Brendan Philip Talks 'Shadow Ceremony' and His "Alt-R&B" Aesthetic

Brendan Philip Talks 'Shadow Ceremony' and His "Alt-R&B" Aesthetic
Photo: Yannick Anton
To hear Brendan Philip explain it, experiencing his new project Shadow Ceremony is akin to learning to swim — there's a bit of fearlessness involved. The haunting EP (out now via Fake Art/Dine Alone) from the eclectic Toronto-based artist mines contrasting musical elements, running the genre spectrum from Bilal, Funkadelic, Outkast, J-Dilla and David Byrne. Philip tells Exclaim! that creating music that pushes buttons — as well as boundaries — has been his aim since he knew he wanted to be a musician growing up in Mississauga, ON.
 
"The idea of writing really appealed to me," he explains. "The spirit of what I'm doing is writing — conceptualizing elements and putting them into form, into language.
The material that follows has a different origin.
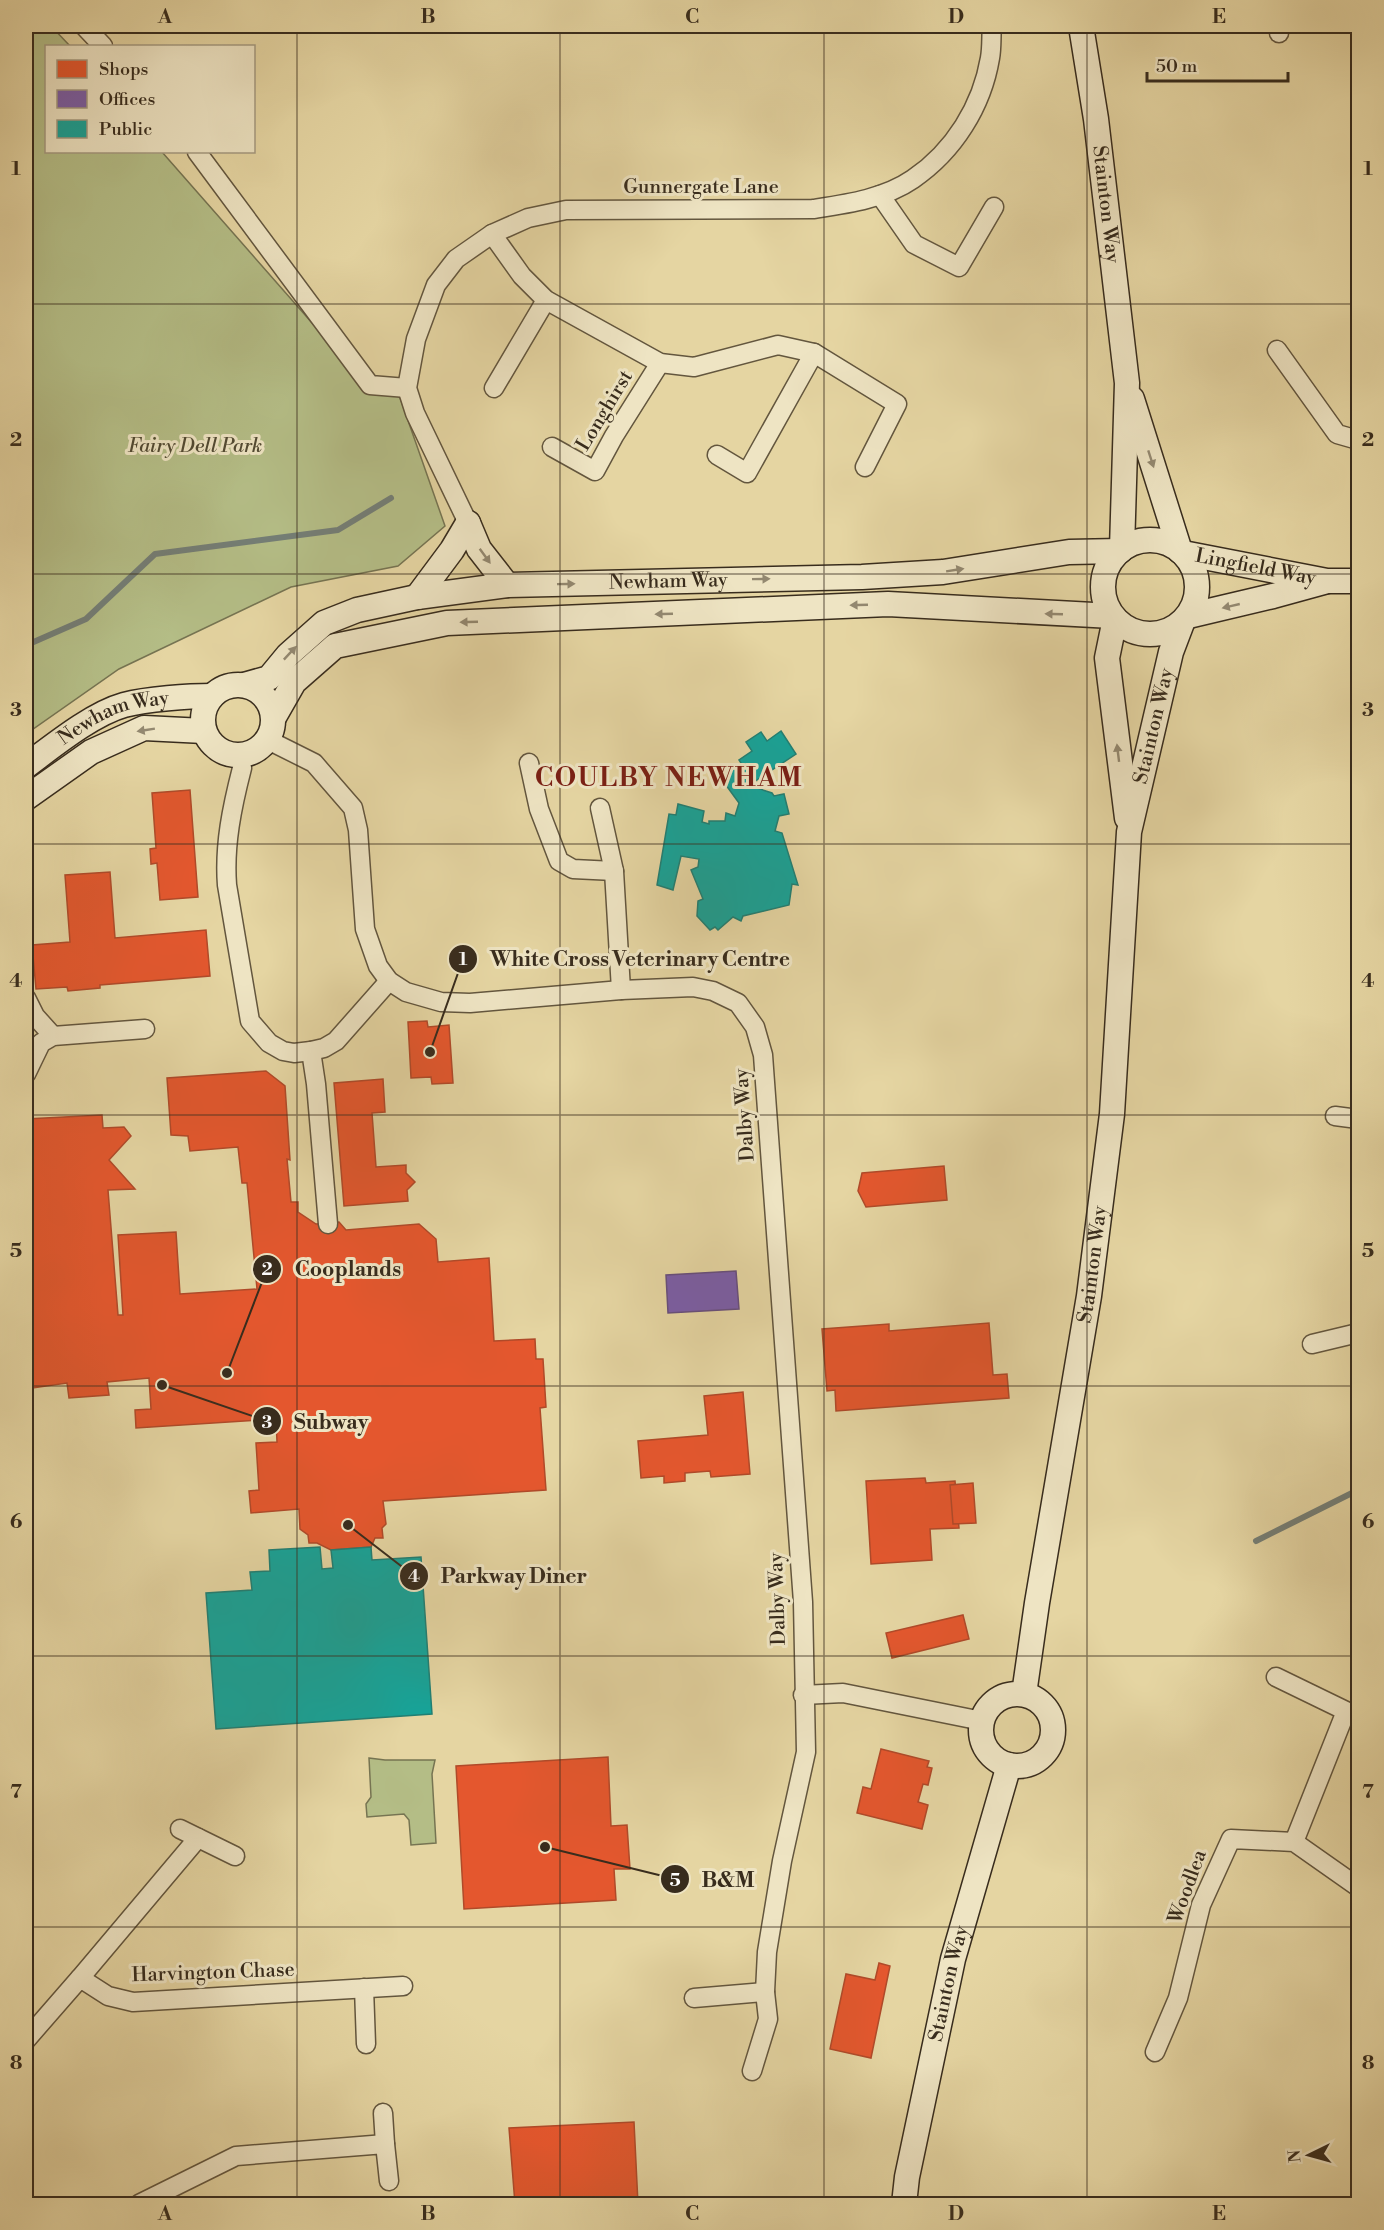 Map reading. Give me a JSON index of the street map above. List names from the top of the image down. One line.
{"streets":{"street":["Gunnergate Lane","Stainton Way","Longhirst","Lingfield Way","Newham Way","Dalby Way","Woodlea","Harvington Chase"]},"crossings":[["Gunnergate Lane","Longhirst"],["Stainton Way","Lingfield Way"],["Stainton Way","Newham Way"],["Lingfield Way","Newham Way"]],"one_way":["Lingfield Way"],"districts":["COULBY NEWHAM"],"parks":["Fairy Dell Park"],"places":["White Cross Veterinary Centre","Cooplands","Subway","Parkway Diner","B&M"],"legend":["Shops","Offices","Public"],"scale_bar":"50 m","north":"left","grid":{"columns":["A","B","C","D","E"],"rows":["1","2","3","4","5","6","7","8"]}}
I kind of went on a journey from there. I bought a lot of Jimi Hendrix [and] Prince and ended up working in a Mississauga record shop across from my house. I just spent a lot of time talking about music. It's been a grand area of study around music rather than celebrity. I still want to be valid and relevant but I think that I'm shifting into all sorts of artistic mediums — music was my entry point."
 
Philip has been creating critical buzz at home and Statestate for his subversive, non-conventional sound and vocals that leverage a Pan-African aesthetic and a heightened awareness and outlook on sexual and gender politics. Ultimately, Shadow Ceremony has a strong focus on lyricism but maintains a danceable quality, according to Philip.
 
While his sound has been called a variety of terms — alt-R&B, slopwave, electro-ambient — he's come to terms with labels. Lately he's been describing his vibe as post-R&B. "I think I'm better at understanding that I have to create a box, an existing framework and fill it with my personality to create a world that people can come into.
 
"The pop format is a great framework and a way for people to digest music," he adds. That said, the new album is designed to be sonically and lyrically challenging. "It's very strange with not a lot of reference points. Maybe SBTRKT would be the closest.
 
"I really love Joy Division and post-punk — things where nerds or really technical people started to infiltrate this simple framework and expand its ideas. I don't think there's anything wrong with that: while people are being entertained, give them something to chew on. Even if its just sex, give as many aspects to it as you can."
 
As an artist, Philips notes that music is just one way to get his message across; he is actively exploring visual mediums including video to accurately convey his thoughts and musical sensibilities. "I love psychedelic and counter culture. It's very much that. I just wanted to create a sci-fi R&B experience (with Shadow Ceremony). This experience of meeting an entity that's perceived as feminine but is just an unshaped energy. Talking about cosmic relationships between a humanoid and sentient being. I also added a sense of dream imagery from Mexican culture, weaving in future mythology."
 
The album was created over 18 months, recorded at Dreamhouse and Acres YYZ, and was co-produced by Jahmal Padmore and Keita Juma, both prolific producers and artists in their own right. Formerly of Toronto underground collective 88 Days of Fortune, Philip has branched out with Padmore and Juma to form the Fake Arts entity, forging a collaborative process that leverages each members strengths from an artistic and technical standpoint, he says. To hear Philip tell it, Padmore is the more technically proficient one on production, while rapper-artist Juma's UK sensibilities provide an expansive musical approach, all of which helped to flesh out and realize the sound on this particular record.
 
"We are so familiar with each other and so unafraid of each other that we got into a good experimentation. I wanted [the album] to feel like Devo or Kraftwerk. It doesn't look like that but something in that vein, projections of the future and what that sounds like, looks like and the stories that happen in that world," he says. "We worked really hard. It is a challenging piece to listen to as it was a challenging thing to create. As in pushing ourselves to let go and still being scared while doing it. You just have to go in. That's challenging."
 
With the new album out this month, plans are underway on visual elements for the singles, with videos to tracks like "The Feels" currently being conceptualized. In addition, Philip intends to divide his time this summer between touring and working on the anticipated full-length album, slated for an early 2016 release. In the meantime, he hopes that Shadow Ceremony makes a splash with listeners, adding it's like "throwing oneself into the water."
 
"It can be nerve racking and uncomfortable I think it's a great exercise. Pushing ourselves to just let go. That's the undercurrent of it."